Alles eine Frage der Spannung

Die Stromverteilung quer über das gesamte Land erfolgt dabei über verschiedene Spannungsebenen:

  • Höchstspannung (220.000 V bzw. 380.000 V),
  • Hochspannung (110.000 V),
  • Mittelspannung (bis 50.000 V)
  • oder Niederspannung (230 V bzw. 400 V).

Die verschiedenen Spannungsebenen sind notwendig, um die Übertragungsverluste möglichst gering zu halten, denn beim Stromtransport wandelt der Ohmsche Widerstand der Leitungen einen Teil der Energie immer in Wärme um. Leider steigen die Verluste mit jedem zurückgelegten Kilometer. Wird die Spannung allerdings erhöht, sinken diese nicht gänzlich vermeidbaren Einbußen.

Die überregionale Verteilung des Stroms erfolgt über das Hochspannungsnetz, das sogenannte Verteilnetz.
Die überregionale Verteilung des Stroms erfolgt über das Hochspannungsnetz, das sogenannte Verteilnetz. (Foto: ED Netze GmbH)

Die Höchstspannungsleitungen werden häufig als die „Autobahnen“ des Stromnetzes bezeichnet, da über ihre Trassen große Mengen Strom über weite, (inter)nationale Distanzen transportiert werden. Das Höchstspannungsnetz wird deswegen auch Übertragungsnetz genannt. Seine Strommasten ragen rund 60 Meter in den Himmel. Große Kraftwerke werden mitunter direkt an das Höchstspannungsnetz angeschlossen. Koordiniert wird die Einspeisung hierzulande je nach Verbrauch von den vier großen Übertragungsnetzbetreibern Amprion, TransnetBW, Tennet TSO und 50Hertz Transmission.

Die überregionale Verteilung des Stroms erfolgt wiederum über das Hochspannungsnetz, das sogenannte Verteilnetz. Hier speisen Solar- oder Windparks, aber auch große Wasserkraftwerke ihren Strom ein. Die Masten des Hochspannungsnetzes sind rund 30 Meter hoch. Das untergeordnete Netz auf regionaler Ebene ist das Mittelspannungsnetz. Es versorgt etwa Kunden mit größeren Industrieanlagen oder über das Niederspannungsnetz nicht zuletzt End- und Haushaltskunden mit Strom. Kleinere Einspeiser, wie beispielsweise private Photovoltaikanlagen, speisen ihren Strom häufig direkt in das Niederspannungsnetz ein.

Umspannwerk Wehr, ED Netze GmbH, Foto: Juri Junkov
Umspannwerk Wehr, ED Netze GmbH, Foto: Juri Junkov

Die Sache mit der Transformierung

Verknüpft sind die verschiedenen Spannungsebenen allein in Deutschland mit weit über tausend Umspannwerken.
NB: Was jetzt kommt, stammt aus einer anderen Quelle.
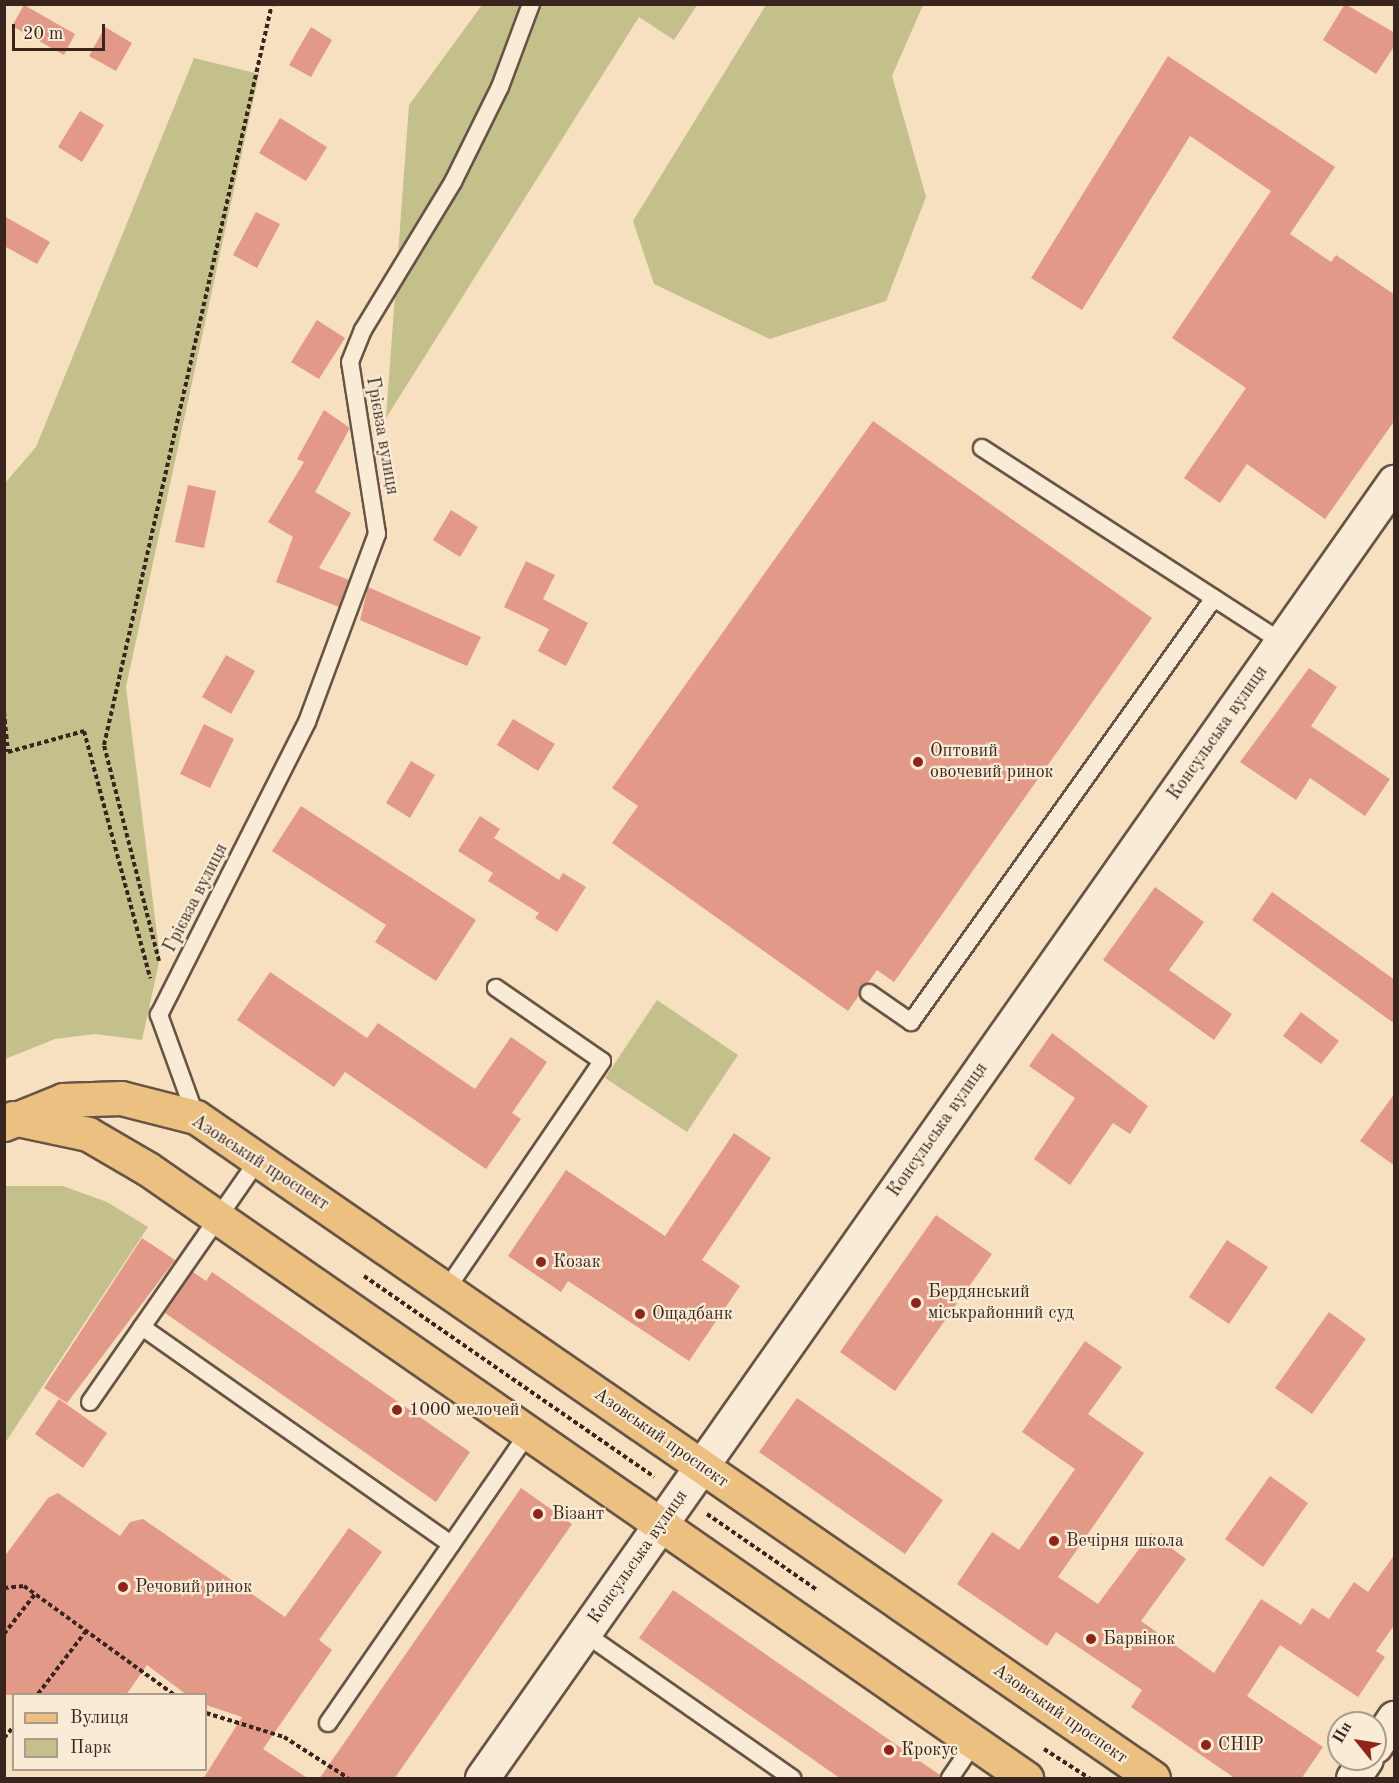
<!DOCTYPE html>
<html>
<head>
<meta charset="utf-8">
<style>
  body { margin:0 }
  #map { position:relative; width:1399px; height:1783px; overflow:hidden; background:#f6e0bf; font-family:"Old Standard TT",serif }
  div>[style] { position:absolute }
  .green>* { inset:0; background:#c4c08c }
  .building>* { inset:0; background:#e29988 }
  .path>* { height:4px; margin-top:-2px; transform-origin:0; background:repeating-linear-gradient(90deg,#39251d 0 4.5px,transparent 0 7.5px) }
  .roads { filter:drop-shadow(2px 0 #685446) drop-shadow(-2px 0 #685446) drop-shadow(0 2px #685446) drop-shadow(0 -2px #685446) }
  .lane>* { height:16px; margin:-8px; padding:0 8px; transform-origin:8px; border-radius:8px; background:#f9ebd5 }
  .street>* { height:33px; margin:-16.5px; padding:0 16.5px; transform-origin:16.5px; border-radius:16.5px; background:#f9ebd5 }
  .secondary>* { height:33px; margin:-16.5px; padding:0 16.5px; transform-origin:16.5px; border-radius:16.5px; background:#f9ebd5 }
  .primary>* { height:33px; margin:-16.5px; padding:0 16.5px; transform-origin:16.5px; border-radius:16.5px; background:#ebc080 }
  .dots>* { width:16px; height:16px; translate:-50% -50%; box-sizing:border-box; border:3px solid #f9ebd5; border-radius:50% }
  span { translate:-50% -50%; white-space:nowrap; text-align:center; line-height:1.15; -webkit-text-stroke:4.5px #f9ebd5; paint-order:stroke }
  .street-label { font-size:18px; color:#39251d }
  .poi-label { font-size:18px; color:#39251d }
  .left { translate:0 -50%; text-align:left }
  .frame { position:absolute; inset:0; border:6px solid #39251d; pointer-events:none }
  .legend { position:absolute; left:12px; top:1693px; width:195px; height:78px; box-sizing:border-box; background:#f9ebd5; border:2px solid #ac9c8b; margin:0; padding:8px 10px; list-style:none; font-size:18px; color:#39251d }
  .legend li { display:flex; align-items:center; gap:12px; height:30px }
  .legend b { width:30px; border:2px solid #ac9c8b }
  .north { position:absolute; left:1327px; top:1711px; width:60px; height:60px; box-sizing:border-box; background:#f9ebd5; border:2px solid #ac9c8b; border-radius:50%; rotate:300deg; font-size:16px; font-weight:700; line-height:24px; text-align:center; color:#39251d }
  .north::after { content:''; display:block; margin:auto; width:21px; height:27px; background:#8f2418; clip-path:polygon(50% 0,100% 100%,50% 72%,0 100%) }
  .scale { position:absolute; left:12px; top:24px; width:93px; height:27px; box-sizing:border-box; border:3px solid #39251d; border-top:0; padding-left:8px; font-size:18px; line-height:21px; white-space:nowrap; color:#39251d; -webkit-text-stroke:4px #f9ebd5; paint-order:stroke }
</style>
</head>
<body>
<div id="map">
  <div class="green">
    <div style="clip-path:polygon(482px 5px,697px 5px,674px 40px,639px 17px,386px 418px,409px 105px)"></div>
    <div style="clip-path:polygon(766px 5px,923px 5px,892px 76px,926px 197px,886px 301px,770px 339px,654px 284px,633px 221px)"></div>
    <div style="clip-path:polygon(194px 58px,259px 74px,126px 687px,160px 958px,142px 1040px,95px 1034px,55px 1039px,5px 1059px,5px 483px,36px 447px)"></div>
    <div style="clip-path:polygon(657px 1000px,738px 1055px,687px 1132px,605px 1078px)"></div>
    <div style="clip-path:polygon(5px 1186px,63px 1186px,107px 1202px,148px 1227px,5px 1443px)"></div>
  </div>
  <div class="building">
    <div style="clip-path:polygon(1345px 4px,1395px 33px,1395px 45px,1376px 74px,1323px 40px)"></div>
    <div style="clip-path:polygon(24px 5px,75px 34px,64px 55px,12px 26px)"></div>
    <div style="clip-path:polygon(105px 27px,132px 43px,116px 71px,89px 56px)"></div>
    <div style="clip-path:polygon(311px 27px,332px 40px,311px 77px,289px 65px)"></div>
    <div style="clip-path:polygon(1168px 56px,1335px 167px,1290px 234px,1331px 262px,1336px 255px,1395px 295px,1395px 420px,1325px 519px,1247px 464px,1220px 503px,1184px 478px,1246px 388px,1172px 338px,1271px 191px,1190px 136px,1082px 310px,1031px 278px)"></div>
    <div style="clip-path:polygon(80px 111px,104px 125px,82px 162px,58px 147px)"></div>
    <div style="clip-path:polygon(280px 118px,327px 147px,306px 181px,259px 153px)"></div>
    <div style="clip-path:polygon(256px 212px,280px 224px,257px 268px,233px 255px)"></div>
    <div style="clip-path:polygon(4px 216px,50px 242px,37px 264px,4px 246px)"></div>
    <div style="clip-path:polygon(317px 320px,345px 338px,319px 379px,291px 362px)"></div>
    <div style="clip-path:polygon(324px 410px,350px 428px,315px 492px,351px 513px,319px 568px,349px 580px,339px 607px,276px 582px,293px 537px,268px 522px,304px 462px,297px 459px)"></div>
    <div style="clip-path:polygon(873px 421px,1152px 618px,894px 982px,877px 970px,848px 1011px,612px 843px,638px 806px,612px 788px)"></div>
    <div style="clip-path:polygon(188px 485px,216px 491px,204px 548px,175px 542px)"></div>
    <div style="clip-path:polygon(451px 510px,478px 527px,460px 557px,433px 540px)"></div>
    <div style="clip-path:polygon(526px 561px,555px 575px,543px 599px,588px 623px,566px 666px,538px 651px,549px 629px,504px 607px)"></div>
    <div style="clip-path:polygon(368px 587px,481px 637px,467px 666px,360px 620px)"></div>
    <div style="clip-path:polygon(226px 655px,255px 671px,231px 714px,202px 697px)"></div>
    <div style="clip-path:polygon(1309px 668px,1337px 687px,1311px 726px,1390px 779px,1365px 816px,1310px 778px,1296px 800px,1240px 762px)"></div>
    <div style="clip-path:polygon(513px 719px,555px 744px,538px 771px,497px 745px)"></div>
    <div style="clip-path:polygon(204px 724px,234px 739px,210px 788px,180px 774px)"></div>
    <div style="clip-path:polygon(411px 761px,435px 775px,410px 818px,386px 803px)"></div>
    <div style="clip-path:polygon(301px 806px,476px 920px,436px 981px,375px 942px,386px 925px,272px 851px)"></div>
    <div style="clip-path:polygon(480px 816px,500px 829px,494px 838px,559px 880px,563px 873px,586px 887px,557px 932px,535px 918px,539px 913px,488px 881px,493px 873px,458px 851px)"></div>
    <div style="clip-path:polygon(1155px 887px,1204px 922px,1169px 970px,1232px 1014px,1214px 1040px,1103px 960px)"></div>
    <div style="clip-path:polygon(1272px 892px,1395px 980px,1395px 1024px,1252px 920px)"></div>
    <div style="clip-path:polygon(270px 972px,367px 1038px,378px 1023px,475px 1089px,511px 1037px,547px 1062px,512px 1113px,521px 1119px,486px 1169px,345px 1072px,334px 1087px,237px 1020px)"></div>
    <div style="clip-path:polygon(1301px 1012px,1339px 1041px,1321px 1064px,1283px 1036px)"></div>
    <div style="clip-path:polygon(1052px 1033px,1148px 1106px,1130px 1134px,1113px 1123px,1070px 1185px,1034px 1159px,1075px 1098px,1029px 1066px)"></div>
    <div style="clip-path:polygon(1395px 1093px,1395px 1166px,1360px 1141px)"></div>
    <div style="clip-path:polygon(734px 1133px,771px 1158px,702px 1260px,740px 1286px,689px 1361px,568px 1281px,561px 1292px,508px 1256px,566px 1170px,665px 1236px)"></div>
    <div style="clip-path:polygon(936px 1215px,992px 1254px,895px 1391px,840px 1352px)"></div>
    <div style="clip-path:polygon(142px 1238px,175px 1260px,67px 1403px,44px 1388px)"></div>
    <div style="clip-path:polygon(1227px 1240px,1268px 1267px,1229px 1324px,1189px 1297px)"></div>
    <div style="clip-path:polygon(193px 1272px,206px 1281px,212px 1272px,470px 1452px,436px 1502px,165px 1313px)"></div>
    <div style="clip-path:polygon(1329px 1312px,1366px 1339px,1312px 1414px,1275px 1388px)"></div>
    <div style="clip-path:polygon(1085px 1341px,1122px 1367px,1088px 1414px,1144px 1453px,1058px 1577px,1098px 1604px,1151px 1533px,1186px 1559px,1141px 1621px,1214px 1673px,1261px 1599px,1301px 1625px,1312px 1608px,1329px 1619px,1354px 1582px,1368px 1592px,1395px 1554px,1395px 1624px,1376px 1651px,1385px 1657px,1358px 1697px,1280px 1645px,1247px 1696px,1323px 1747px,1301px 1779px,1236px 1779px,1131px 1707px,1142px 1690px,1056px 1632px,1047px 1646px,957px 1584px,992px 1532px,1019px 1550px,1075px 1469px,1022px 1432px)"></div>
    <div style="clip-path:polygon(797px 1398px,943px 1500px,905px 1554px,759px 1452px)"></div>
    <div style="clip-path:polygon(59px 1399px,107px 1433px,83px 1468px,35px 1434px)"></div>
    <div style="clip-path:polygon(1270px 1476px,1308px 1503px,1263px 1567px,1225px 1539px)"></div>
    <div style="clip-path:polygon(521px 1488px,572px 1524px,394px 1779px,319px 1779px)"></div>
    <div style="clip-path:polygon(58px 1493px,120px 1536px,130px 1522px,143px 1519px,285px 1617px,349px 1528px,382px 1552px,319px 1640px,332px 1650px,263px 1749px,309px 1779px,203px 1779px,242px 1717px,206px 1705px,206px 1695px,187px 1695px,147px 1665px,126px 1695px,4px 1695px,4px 1557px,48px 1498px)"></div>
    <div style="clip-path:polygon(673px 1590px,940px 1775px,940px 1779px,841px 1779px,639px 1638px)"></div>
  </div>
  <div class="path">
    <div style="left:4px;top:712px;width:40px;rotate:84.3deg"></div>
    <div style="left:8px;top:752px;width:79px;rotate:-15.4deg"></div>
    <div style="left:84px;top:731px;width:256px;rotate:75deg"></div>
    <div style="left:159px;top:961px;width:223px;rotate:-104.3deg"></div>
    <div style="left:104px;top:745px;width:760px;rotate:-77.23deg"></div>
    <div style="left:364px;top:1276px;width:353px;rotate:34.7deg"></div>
    <div style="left:707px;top:1514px;width:134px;rotate:34.6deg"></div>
    <div style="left:4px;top:1588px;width:20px;rotate:-6deg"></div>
    <div style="left:24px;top:1586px;width:184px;rotate:35.9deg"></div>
    <div style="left:4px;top:1634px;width:51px;rotate:-52.2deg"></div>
    <div style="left:38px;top:1694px;width:79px;rotate:-52.7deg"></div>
    <div style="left:206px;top:1713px;width:82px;rotate:17.1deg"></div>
    <div style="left:284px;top:1737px;width:76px;rotate:32.6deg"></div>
    <div style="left:4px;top:1738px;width:16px;rotate:-50deg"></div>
    <div style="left:1044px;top:1749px;width:54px;rotate:32.8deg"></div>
  </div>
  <div class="roads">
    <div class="lane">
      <div style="left:982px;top:448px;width:357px;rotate:32.9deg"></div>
      <div style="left:869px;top:993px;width:51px;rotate:34.6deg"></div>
      <div style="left:911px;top:1022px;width:521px;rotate:-54.45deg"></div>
      <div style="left:196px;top:1117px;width:109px;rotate:-109.9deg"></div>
      <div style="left:159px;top:1015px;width:328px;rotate:-63.2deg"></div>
      <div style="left:307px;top:722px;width:201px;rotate:-69.6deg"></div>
      <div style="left:377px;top:534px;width:174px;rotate:-98.9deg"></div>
      <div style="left:350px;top:362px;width:35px;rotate:-68deg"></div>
      <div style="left:363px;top:330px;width:173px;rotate:-58.7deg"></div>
      <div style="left:453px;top:182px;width:106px;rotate:-63.7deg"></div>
      <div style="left:500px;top:87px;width:89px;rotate:-69.5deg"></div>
      <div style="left:446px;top:1290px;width:277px;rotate:-55.7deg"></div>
      <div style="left:602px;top:1061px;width:129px;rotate:-145.4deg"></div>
      <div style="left:142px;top:1327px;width:203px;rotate:-55.2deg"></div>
      <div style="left:90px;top:1402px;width:91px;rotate:-55.3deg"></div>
      <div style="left:142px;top:1327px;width:378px;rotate:35.1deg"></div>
      <div style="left:584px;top:1633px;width:254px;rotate:34.9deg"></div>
      <div style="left:328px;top:1723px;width:352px;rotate:-55.4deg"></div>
      <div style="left:950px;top:1778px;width:42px;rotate:-55.6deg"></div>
    </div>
    <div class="street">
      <div style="left:482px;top:1778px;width:1585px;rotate:-54.87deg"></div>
    </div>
    <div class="secondary">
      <div style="left:1375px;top:1746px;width:34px;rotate:-56deg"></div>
      <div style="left:1353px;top:1778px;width:23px;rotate:-56deg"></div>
    </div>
    <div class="primary">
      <div style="left:13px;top:1118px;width:77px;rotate:12deg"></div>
      <div style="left:88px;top:1134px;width:69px;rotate:30.3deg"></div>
      <div style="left:148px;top:1169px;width:1069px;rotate:34.75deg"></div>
      <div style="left:4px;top:1124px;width:64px;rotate:-22.1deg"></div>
      <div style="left:63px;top:1100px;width:58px;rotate:-2deg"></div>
      <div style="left:121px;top:1098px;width:77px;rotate:14.2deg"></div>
      <div style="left:196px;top:1117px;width:1163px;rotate:34.63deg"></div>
    </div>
  </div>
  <div class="dots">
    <div style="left:918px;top:762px;background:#8f2418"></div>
    <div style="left:541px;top:1262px;background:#8f2418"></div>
    <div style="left:916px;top:1303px;background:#8f2418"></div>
    <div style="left:640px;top:1314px;background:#8f2418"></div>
    <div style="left:397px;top:1410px;background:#8f2418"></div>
    <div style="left:538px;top:1514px;background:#8f2418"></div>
    <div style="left:1054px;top:1541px;background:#8f2418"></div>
    <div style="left:123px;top:1587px;background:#8f2418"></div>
    <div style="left:1091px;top:1639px;background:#8f2418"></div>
    <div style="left:1206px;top:1745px;background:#8f2418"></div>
    <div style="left:889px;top:1750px;background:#8f2418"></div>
  </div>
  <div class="street-label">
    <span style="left:382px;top:436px;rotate:80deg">Грієвза вулиця</span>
    <span style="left:1218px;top:733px;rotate:-55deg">Консульська вулиця</span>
    <span style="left:196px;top:898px;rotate:-63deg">Грієвза вулиця</span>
    <span style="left:938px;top:1130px;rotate:-55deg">Консульська вулиця</span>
    <span style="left:260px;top:1163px;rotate:33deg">Азовський проспект</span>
    <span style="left:661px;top:1438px;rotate:35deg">Азовський проспект</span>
    <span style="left:638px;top:1557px;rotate:-55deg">Консульська вулиця</span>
    <span style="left:1060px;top:1714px;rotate:35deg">Азовський проспект</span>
  </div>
  <div class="poi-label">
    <span class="left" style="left:930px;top:762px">Оптовий<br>овочевий ринок</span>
    <span class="left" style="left:553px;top:1262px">Козак</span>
    <span class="left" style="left:928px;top:1303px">Бердянський<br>міськрайонний суд</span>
    <span class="left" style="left:652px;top:1314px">Ощадбанк</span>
    <span class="left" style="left:409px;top:1410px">1000 мелочей</span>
    <span class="left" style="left:552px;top:1514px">Візант</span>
    <span class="left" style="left:1066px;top:1541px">Вечірня школа</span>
    <span class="left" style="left:135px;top:1587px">Речовий ринок</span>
    <span class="left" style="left:1103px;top:1639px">Барвінок</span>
    <span class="left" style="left:1218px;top:1745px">CHIP</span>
    <span class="left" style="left:901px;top:1750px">Крокус</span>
  </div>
  <div class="frame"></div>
  <ul class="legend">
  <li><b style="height:8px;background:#ebc080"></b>Вулиця</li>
  <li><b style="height:16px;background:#c4c08c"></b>Парк</li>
  </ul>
  <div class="north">Пн</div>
  <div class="scale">20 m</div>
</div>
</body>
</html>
In diesen Knotenpunkten wird der Strom auf eine andere Spannungsebene transformiert, sprich umgewandelt.

Verantwortlich für die Spannungswandlung sind große, meist tonnenschwere Leistungstransformatoren. Sie bestehen im Wesentlichen aus zwei elektrisch getrennten Kupferdrahtspulen mit unterschiedlich vielen Windungen auf einem geschlossenen Eisenkern. Der Wechselstrom erzeugt in der ersten Spule ein sich ständig zeitlich wechselndes Magnetfeld, das in der zweiten Spule eine Spannung induziert, deren Größe abhängig von ihrer Windungszahl ist. Zusammen mit Schaltanlagen sowie Mess- und Regeltechnik bilden sie die Primärtechnik der Umspannwerke. In der Regel sind die Transformatoren und alle wichtigen technischen Einrichtungen mehrfach vorhanden, um die Stromversorgung auch beim Ausfall eines Transformators sicherzustellen.

Zur sogenannten Sekundärtechnik zählen all jene technischen Einrichtungen, die nicht unmittelbar an der Spannungswandlung beteiligt sind. Dies sind beispielsweise Anlagen zur Spannungsregelung, Schutztechnik, Energiezählung oder zur Fernsteuerung von der Netzleitstelle aus.

Umspannwerk Gurtweil, ED Netze GmbH, Foto: Juri Junkov

Das Klima im Blick
In konventionellen Umspannwerken sind die Schaltanlagen luftisoliert. Sie benötigen daher relativ viel Platz. Kleiner, aber auch deutlich teurer sind gekapselte Umspannwerke. Bei ihnen sind die elektrischen Leiter in Metallhüllen untergebracht und mit technischen Gasen, meist Schwefelhexafluorid (SF6), isoliert. Da dieses Isoliergas jedoch klimaschädliche Eigenschaften besitzt, werden derzeit klimafreundliche Alternativen zur Isolierung gesucht. Als alternatives Medium kommt bei neuen Anlagen bereits „getrocknete Luft“ zum Einsatz, die ausschließlich aus Stickstoff und Sauerstoff besteht – und damit kein Treibhauspotential besitzt.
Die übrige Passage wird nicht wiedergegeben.